世界マネーの逃避地の条件定まる

米国経済に、スタグフレーションの懸念がささやかれている。不況とインフレが重なる身動きの出来ない現象のことだ。グローバル・マネーはドルの安定をベースにして地球を循環する。しかし、スタグレーションが現実のものとなれば、この基本が大きく崩れることになる。つまり、巨大マネーはベースキャンプを失い、新たなベースを見つけるか、或いはまた事態が収拾されるまでの間、どこか逃避地を探さねばならない。外資の資金運用者たちにとって、いま、その錯綜の現場に直面しているのである。我田引水では決してないが、そのマネーの逃避地は日本以外にはない。このことは、多くの外資の運用者たちもアグリーしていることなのだ。マネーの逃避地には歴史的に条件がある。その国の経済が安定し、通貨も強いこと、加えて株式市場が堅調で、エクイティファイナンスの動きが少ないこと――である。日本経済は、政局こそ安定に欠いているものの、まだ他国ほどのインフレに晒されているわけではない。しかも通貨は1ドル=100円を挟んで手堅い動きである。一方の株式市場は、世界市場の平均値を3月17日から大きくアウトパフォームし、6月9日の時点で13%も上回っているのだ。
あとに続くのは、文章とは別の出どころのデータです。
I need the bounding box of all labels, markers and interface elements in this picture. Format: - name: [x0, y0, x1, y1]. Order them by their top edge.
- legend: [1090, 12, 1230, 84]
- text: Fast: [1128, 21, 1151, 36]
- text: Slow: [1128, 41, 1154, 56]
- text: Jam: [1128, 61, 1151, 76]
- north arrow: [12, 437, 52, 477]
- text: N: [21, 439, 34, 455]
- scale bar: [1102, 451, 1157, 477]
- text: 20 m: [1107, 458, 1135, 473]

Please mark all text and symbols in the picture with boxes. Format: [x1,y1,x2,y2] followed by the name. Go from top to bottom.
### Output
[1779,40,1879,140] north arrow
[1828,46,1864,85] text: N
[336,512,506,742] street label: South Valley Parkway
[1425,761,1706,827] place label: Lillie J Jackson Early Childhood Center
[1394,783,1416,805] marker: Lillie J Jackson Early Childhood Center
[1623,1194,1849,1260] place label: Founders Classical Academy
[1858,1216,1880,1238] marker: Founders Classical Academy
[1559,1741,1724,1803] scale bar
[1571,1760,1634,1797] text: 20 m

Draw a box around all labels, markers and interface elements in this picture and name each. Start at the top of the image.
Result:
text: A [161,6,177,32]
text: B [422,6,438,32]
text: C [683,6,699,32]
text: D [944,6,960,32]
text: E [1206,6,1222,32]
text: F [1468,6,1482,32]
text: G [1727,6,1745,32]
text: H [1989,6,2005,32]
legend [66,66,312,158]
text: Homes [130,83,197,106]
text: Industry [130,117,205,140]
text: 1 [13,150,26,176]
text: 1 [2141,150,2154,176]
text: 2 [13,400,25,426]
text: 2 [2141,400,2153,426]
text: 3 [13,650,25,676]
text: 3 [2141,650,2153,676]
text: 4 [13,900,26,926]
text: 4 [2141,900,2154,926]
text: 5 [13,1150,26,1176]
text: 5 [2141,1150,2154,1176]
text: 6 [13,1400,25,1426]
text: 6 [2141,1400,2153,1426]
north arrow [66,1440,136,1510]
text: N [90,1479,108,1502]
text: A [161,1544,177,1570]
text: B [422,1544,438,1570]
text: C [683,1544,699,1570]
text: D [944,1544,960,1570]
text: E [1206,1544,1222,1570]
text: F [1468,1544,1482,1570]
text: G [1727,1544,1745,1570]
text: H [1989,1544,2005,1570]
最大の問題は株式市場の中身である。欧米の市場は金融機関による資本の増強がおこなわれ、また新興国ではエクイティファイナンスが横行するなど、いずれも株式の供給がオーバーフローになっているが、日本市場だけは逆に自社株買いなどで、純供給量がマイナスとなっているのである。つまりは、受け入れ態勢は万全なのだ。このデレゲーション相場がいつ始まるか、その足音はすでに聞こえているのである。日経平均のNY市場との逆相関の動きが始まるのだ。